### [Task instructions]
Wherever "absolute" turns up in a line of the entries below, that line counts. Say how many such lines there are, with no other words.

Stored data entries
::::::::

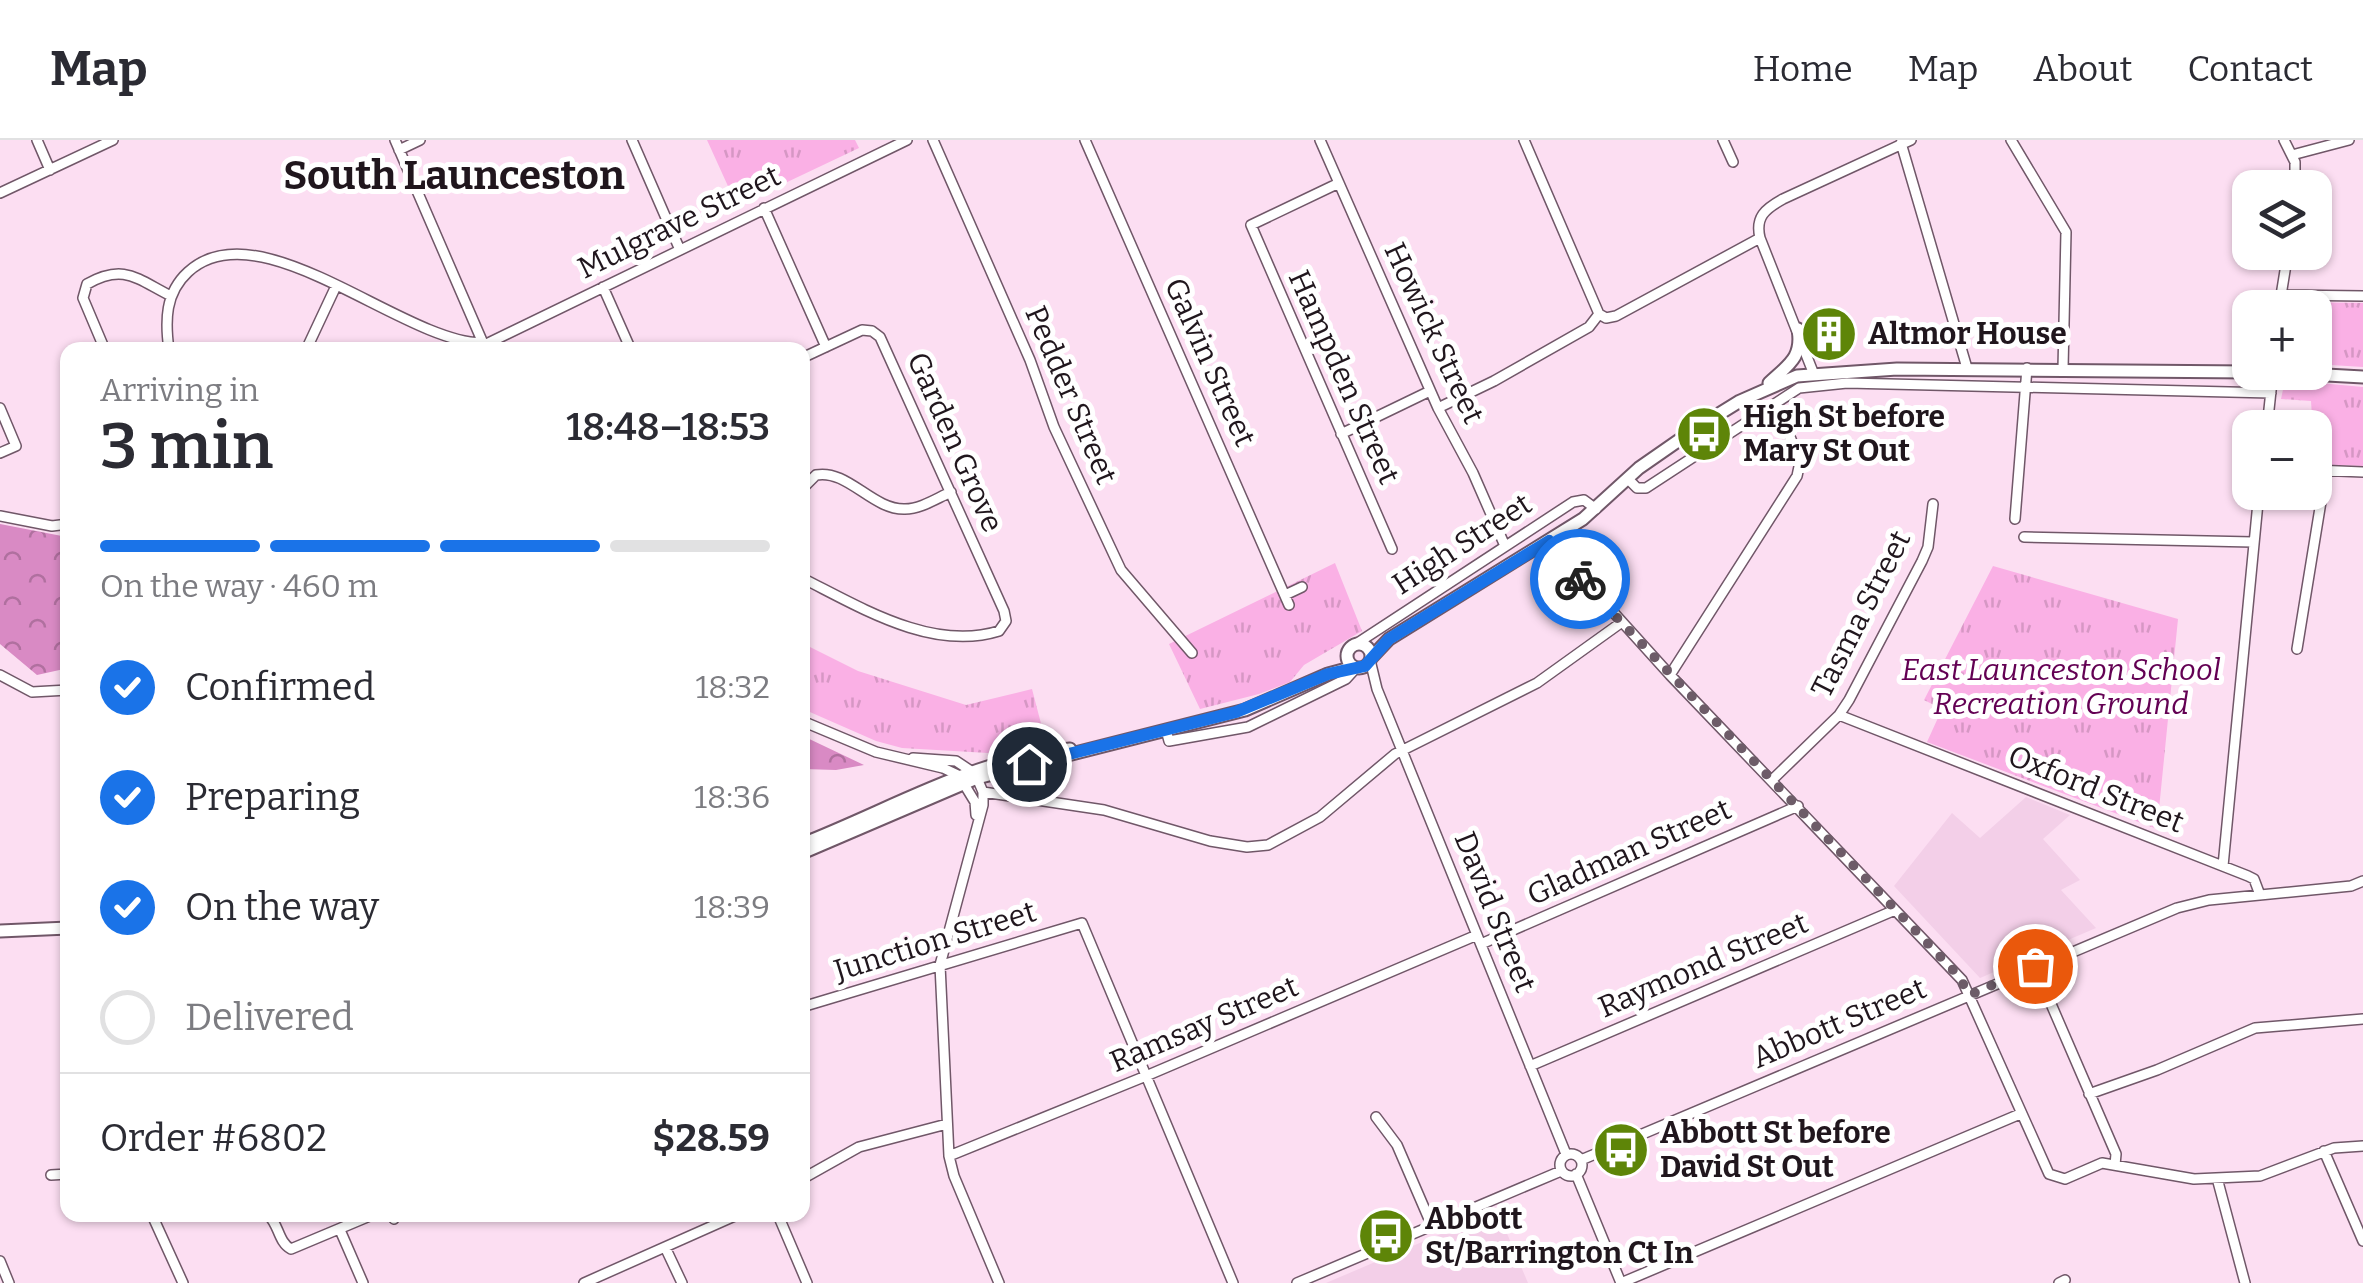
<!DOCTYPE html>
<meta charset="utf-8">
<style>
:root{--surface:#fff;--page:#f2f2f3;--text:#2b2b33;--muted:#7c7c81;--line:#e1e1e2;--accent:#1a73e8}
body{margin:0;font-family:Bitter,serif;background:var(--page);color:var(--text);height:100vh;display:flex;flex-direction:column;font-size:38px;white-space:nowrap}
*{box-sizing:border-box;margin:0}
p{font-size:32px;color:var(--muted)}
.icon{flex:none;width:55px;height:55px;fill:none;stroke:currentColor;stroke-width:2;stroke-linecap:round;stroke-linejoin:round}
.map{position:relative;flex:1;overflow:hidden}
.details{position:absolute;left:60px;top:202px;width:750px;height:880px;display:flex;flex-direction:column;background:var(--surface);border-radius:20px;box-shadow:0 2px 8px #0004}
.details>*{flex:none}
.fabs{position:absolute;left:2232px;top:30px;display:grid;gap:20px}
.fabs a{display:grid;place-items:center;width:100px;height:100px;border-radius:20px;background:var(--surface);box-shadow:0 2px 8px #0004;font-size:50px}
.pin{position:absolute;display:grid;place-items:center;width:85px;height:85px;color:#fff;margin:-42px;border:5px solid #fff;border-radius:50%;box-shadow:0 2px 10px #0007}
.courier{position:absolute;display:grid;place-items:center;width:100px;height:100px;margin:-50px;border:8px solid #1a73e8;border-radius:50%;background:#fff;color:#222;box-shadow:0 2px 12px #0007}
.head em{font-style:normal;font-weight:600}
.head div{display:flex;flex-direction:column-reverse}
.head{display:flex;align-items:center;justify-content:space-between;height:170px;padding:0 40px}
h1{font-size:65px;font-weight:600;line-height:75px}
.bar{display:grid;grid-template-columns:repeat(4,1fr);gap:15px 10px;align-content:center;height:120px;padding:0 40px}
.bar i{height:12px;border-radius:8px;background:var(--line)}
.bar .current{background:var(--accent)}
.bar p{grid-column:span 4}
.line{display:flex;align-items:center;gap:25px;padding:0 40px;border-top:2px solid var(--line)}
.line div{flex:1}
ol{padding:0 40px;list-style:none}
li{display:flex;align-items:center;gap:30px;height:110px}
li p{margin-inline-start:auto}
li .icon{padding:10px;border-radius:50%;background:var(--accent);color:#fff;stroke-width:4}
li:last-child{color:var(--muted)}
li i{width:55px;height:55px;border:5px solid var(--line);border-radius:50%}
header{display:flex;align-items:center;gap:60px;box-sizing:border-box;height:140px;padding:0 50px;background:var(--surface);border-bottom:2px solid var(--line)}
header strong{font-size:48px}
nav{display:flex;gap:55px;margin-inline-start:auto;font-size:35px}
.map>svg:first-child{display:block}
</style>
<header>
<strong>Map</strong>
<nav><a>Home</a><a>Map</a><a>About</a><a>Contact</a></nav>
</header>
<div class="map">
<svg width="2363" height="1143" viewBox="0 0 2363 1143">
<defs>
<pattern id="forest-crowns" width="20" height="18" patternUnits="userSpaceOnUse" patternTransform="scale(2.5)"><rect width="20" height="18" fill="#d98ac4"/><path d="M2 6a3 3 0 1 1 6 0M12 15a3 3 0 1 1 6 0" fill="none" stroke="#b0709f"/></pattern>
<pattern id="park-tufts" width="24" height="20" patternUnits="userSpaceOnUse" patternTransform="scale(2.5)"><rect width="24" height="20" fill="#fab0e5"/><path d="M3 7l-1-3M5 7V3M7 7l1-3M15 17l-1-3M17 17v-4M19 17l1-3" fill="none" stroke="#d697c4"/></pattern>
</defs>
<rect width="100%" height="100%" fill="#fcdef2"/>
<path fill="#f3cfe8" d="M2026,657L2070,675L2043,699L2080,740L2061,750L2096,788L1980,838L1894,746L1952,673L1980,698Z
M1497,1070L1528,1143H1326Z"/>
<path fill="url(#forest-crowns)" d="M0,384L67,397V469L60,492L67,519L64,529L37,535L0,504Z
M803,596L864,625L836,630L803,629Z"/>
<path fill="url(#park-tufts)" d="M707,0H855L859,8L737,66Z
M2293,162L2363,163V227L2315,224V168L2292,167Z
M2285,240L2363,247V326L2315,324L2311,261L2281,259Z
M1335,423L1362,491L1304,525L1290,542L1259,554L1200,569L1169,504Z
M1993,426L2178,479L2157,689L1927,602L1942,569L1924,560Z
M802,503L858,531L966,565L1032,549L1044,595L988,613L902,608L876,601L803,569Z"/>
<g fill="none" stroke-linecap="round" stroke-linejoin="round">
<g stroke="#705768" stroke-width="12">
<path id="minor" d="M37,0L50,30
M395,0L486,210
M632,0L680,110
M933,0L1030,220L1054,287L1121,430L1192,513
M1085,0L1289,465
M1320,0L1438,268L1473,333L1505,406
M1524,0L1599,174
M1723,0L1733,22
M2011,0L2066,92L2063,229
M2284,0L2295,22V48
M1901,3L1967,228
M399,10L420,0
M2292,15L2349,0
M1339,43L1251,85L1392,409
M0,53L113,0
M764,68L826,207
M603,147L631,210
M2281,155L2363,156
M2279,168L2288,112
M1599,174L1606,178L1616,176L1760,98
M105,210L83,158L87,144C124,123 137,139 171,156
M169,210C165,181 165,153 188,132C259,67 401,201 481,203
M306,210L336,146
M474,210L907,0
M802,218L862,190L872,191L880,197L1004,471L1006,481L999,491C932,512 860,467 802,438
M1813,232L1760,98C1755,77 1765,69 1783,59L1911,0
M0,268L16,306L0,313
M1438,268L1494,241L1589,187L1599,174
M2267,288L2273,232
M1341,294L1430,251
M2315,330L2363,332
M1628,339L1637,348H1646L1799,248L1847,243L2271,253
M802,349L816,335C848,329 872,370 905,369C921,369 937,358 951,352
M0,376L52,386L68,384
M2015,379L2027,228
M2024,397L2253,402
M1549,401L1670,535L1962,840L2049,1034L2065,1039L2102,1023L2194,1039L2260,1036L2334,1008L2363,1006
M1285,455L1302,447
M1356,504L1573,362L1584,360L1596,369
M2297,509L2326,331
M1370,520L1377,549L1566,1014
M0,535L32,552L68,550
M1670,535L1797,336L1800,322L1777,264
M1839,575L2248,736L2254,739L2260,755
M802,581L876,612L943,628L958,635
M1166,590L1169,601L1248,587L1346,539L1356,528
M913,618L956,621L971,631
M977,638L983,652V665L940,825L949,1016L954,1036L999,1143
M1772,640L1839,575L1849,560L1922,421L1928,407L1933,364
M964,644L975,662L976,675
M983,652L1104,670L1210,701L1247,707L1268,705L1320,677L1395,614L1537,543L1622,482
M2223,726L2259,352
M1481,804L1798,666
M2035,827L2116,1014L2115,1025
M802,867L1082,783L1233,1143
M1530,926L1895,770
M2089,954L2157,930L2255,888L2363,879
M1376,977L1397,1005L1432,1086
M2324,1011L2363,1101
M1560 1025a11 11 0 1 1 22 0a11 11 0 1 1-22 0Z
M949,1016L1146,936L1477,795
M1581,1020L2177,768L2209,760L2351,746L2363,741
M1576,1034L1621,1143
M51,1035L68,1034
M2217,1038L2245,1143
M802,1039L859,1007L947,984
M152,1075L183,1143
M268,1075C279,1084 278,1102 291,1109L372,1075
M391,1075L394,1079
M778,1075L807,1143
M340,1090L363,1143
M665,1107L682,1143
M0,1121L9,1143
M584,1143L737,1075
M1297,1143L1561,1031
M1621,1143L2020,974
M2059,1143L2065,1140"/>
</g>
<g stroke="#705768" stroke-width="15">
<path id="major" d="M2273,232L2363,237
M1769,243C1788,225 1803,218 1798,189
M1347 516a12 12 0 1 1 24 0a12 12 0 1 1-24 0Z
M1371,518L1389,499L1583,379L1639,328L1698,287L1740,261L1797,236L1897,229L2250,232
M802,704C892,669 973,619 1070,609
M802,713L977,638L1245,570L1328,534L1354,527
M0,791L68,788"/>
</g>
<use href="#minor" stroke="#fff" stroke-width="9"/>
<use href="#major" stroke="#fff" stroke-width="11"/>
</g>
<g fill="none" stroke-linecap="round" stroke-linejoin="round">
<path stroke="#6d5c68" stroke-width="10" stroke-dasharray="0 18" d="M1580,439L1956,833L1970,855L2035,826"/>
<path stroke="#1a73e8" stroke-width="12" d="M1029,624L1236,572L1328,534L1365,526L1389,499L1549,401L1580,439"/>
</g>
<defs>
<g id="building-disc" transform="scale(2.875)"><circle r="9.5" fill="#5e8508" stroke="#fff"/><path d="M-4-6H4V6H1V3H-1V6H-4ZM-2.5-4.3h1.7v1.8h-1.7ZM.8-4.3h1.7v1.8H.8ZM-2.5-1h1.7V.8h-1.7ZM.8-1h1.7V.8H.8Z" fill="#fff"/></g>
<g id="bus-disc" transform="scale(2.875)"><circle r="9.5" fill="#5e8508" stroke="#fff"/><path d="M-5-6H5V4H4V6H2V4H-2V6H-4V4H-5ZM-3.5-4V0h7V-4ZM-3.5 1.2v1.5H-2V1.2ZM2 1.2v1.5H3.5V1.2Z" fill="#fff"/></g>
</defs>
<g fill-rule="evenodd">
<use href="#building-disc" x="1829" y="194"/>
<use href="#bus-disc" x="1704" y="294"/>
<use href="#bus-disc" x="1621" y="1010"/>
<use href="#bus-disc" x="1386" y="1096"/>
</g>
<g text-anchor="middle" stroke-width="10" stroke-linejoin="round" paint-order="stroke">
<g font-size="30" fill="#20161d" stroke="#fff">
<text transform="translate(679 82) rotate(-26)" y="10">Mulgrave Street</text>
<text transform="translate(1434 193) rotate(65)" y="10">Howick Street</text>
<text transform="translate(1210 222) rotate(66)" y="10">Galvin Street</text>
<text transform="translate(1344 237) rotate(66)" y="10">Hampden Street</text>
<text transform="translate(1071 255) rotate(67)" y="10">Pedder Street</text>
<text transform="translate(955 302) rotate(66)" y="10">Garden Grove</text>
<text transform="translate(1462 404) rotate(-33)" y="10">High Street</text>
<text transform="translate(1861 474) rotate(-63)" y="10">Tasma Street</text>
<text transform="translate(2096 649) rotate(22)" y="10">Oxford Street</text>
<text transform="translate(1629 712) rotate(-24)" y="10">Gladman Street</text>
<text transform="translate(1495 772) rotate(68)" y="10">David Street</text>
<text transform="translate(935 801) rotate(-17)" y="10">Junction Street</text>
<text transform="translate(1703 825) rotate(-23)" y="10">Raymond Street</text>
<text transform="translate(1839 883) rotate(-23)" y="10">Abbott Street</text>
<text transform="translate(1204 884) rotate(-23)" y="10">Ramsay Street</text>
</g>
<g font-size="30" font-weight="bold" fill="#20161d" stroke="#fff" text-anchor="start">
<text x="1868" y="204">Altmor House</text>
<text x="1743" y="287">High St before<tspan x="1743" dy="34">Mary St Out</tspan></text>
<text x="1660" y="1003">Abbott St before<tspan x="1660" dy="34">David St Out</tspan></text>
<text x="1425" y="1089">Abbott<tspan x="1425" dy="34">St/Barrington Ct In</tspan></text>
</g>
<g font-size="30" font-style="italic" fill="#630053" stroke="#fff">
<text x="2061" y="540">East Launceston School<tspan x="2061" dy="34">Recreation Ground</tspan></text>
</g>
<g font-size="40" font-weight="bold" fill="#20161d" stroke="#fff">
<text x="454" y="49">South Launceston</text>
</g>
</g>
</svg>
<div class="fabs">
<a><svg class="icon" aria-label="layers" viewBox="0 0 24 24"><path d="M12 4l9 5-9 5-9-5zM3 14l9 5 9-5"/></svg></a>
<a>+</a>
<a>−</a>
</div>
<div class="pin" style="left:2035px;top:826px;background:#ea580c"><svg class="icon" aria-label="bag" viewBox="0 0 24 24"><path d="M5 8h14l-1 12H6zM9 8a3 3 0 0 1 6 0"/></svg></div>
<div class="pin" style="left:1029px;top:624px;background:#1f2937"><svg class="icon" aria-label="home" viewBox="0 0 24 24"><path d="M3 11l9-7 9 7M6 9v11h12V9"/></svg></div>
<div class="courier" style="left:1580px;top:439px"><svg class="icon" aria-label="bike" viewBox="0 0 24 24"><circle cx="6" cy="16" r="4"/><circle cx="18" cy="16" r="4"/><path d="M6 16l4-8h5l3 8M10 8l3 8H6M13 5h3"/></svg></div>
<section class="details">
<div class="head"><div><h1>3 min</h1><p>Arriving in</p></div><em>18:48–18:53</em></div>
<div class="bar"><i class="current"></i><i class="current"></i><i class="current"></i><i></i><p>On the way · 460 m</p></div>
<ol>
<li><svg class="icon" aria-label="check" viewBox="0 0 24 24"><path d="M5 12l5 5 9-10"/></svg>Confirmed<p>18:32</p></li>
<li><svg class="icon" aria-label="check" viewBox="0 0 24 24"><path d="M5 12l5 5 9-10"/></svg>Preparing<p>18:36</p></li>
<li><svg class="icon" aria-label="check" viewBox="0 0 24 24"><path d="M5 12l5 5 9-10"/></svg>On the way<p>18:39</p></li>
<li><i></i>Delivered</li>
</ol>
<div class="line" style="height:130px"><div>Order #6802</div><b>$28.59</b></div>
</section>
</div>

::::::::

### [Output of the exercise]
4